_Task objective_
Please go through the records below and return every line holding the word "grid".

_Record set_
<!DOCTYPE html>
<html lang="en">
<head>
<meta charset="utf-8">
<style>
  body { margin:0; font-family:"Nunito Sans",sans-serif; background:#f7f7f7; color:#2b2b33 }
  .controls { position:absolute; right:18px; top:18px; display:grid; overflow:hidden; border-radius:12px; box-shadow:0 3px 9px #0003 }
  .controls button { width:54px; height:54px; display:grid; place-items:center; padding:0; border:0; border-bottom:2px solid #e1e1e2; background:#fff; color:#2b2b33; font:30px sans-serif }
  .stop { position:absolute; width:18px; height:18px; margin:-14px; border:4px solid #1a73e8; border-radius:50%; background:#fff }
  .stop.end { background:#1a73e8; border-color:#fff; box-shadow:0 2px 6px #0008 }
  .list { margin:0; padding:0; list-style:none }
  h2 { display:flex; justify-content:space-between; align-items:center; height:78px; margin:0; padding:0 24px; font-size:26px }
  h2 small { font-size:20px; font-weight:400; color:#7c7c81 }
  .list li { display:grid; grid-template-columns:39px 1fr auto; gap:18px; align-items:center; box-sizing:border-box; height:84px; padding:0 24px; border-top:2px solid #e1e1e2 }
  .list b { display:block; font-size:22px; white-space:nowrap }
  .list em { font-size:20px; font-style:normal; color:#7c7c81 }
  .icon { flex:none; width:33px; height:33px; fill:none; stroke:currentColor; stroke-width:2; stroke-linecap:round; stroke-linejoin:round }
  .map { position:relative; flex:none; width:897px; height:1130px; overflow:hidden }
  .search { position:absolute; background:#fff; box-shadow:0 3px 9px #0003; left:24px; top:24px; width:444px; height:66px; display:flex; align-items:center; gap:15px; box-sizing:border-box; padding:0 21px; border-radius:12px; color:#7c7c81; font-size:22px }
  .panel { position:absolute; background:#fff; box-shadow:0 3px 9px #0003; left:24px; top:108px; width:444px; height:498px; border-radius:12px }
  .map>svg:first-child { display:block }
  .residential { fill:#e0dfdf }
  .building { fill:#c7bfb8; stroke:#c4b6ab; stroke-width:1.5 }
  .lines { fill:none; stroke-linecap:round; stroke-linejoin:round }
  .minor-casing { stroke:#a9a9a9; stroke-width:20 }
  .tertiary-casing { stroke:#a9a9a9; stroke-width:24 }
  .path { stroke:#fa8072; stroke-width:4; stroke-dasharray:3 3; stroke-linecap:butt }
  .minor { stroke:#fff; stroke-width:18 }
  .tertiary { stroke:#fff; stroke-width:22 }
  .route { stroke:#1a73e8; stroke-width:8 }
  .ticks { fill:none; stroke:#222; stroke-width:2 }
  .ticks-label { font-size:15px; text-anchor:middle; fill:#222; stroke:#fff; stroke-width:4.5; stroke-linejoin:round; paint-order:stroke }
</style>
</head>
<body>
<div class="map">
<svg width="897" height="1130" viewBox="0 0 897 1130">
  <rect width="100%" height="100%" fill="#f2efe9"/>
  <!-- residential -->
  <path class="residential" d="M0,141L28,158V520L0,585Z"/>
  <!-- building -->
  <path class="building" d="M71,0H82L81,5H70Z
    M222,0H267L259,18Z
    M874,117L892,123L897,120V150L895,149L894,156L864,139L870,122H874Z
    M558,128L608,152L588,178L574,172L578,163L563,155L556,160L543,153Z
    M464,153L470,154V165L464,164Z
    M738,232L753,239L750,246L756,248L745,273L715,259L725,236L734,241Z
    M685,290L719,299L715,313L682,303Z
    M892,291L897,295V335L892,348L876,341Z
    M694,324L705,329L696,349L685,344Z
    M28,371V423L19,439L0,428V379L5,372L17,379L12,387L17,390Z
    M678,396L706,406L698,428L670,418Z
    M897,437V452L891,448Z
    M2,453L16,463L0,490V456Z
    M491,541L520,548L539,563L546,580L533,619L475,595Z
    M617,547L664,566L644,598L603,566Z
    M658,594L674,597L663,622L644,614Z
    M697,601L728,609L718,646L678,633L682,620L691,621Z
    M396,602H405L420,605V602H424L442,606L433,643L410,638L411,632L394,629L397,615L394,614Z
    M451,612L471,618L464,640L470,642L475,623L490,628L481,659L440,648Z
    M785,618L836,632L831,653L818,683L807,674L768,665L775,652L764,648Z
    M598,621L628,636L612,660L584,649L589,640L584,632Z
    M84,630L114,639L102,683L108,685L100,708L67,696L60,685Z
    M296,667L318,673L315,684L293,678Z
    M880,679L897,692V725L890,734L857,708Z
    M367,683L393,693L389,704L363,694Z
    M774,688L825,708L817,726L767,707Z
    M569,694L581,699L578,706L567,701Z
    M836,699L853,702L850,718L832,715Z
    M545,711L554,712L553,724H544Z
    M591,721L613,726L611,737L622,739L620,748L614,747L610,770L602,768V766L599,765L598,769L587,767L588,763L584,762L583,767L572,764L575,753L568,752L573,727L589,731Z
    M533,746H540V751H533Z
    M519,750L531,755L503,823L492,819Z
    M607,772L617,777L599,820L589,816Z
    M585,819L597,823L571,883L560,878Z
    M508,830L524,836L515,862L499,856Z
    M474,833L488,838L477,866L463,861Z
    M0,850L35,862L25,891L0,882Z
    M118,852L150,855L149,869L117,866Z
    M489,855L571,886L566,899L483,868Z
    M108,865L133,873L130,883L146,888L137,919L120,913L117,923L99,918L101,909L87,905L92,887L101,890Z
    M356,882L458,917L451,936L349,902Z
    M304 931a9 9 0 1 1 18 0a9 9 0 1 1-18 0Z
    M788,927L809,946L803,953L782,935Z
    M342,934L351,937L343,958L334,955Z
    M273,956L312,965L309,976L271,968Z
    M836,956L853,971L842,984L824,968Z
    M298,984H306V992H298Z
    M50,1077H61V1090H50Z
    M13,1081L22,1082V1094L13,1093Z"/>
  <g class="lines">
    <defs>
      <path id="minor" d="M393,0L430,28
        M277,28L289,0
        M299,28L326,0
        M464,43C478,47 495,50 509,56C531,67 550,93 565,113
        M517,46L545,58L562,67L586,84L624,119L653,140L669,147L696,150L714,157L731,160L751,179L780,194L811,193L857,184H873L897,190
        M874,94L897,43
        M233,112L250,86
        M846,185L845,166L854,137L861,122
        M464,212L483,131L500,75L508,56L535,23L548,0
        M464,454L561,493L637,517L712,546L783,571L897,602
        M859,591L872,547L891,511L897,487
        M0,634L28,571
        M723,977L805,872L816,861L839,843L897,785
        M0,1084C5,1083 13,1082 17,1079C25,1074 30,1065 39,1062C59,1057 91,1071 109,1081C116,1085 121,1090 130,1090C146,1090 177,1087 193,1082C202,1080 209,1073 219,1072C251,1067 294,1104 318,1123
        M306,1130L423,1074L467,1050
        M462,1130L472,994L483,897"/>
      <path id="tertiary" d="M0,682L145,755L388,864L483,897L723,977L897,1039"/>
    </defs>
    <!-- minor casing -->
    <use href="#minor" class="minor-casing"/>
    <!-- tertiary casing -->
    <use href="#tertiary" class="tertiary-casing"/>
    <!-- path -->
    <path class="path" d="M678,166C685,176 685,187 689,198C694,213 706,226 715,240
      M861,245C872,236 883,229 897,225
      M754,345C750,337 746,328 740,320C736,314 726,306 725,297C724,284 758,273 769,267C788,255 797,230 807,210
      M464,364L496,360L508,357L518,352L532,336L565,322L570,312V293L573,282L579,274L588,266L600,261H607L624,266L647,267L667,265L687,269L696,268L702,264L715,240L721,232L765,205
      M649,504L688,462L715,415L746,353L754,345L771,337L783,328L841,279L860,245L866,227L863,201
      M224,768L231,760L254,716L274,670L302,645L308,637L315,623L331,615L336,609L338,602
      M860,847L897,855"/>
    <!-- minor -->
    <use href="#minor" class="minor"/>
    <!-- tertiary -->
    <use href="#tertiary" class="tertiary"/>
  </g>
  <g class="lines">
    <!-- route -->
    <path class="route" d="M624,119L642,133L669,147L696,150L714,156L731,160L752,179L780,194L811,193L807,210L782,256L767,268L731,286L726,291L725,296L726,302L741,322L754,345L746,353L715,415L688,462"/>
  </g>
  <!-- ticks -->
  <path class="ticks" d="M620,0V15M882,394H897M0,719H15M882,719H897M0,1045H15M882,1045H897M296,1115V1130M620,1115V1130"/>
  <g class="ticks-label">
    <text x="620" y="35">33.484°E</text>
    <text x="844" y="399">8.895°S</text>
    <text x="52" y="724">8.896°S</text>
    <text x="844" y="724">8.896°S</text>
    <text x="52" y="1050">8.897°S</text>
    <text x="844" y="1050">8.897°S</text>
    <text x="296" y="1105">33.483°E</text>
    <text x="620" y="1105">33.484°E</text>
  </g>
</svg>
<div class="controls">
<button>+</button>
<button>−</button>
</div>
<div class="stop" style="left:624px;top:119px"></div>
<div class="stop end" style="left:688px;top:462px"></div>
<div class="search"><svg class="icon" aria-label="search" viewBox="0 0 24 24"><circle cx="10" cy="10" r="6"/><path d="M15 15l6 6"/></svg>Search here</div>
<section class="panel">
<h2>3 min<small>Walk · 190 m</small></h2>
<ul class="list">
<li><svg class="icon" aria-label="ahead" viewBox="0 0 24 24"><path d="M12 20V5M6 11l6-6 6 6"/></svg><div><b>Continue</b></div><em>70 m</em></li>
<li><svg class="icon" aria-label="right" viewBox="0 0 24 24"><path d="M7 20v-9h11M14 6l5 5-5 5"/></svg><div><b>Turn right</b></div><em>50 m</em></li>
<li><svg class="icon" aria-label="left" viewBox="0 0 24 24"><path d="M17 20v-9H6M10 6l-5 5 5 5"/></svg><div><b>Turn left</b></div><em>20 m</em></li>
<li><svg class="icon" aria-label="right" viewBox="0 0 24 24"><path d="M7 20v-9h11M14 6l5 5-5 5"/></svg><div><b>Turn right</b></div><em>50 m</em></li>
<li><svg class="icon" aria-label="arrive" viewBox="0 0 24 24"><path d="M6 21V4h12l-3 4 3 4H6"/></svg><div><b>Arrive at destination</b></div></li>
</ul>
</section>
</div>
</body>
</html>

_Exercise result_
  .controls { position:absolute; right:18px; top:18px; display:grid; overflow:hidden; border-radius:12px; box-shadow:0 3px 9px #0003 }
  .controls button { width:54px; height:54px; display:grid; place-items:center; padding:0; border:0; border-bottom:2px solid #e1e1e2; background:#fff; color:#2b2b33; font:30px sans-serif }
  .list li { display:grid; grid-template-columns:39px 1fr auto; gap:18px; align-items:center; box-sizing:border-box; height:84px; padding:0 24px; border-top:2px solid #e1e1e2 }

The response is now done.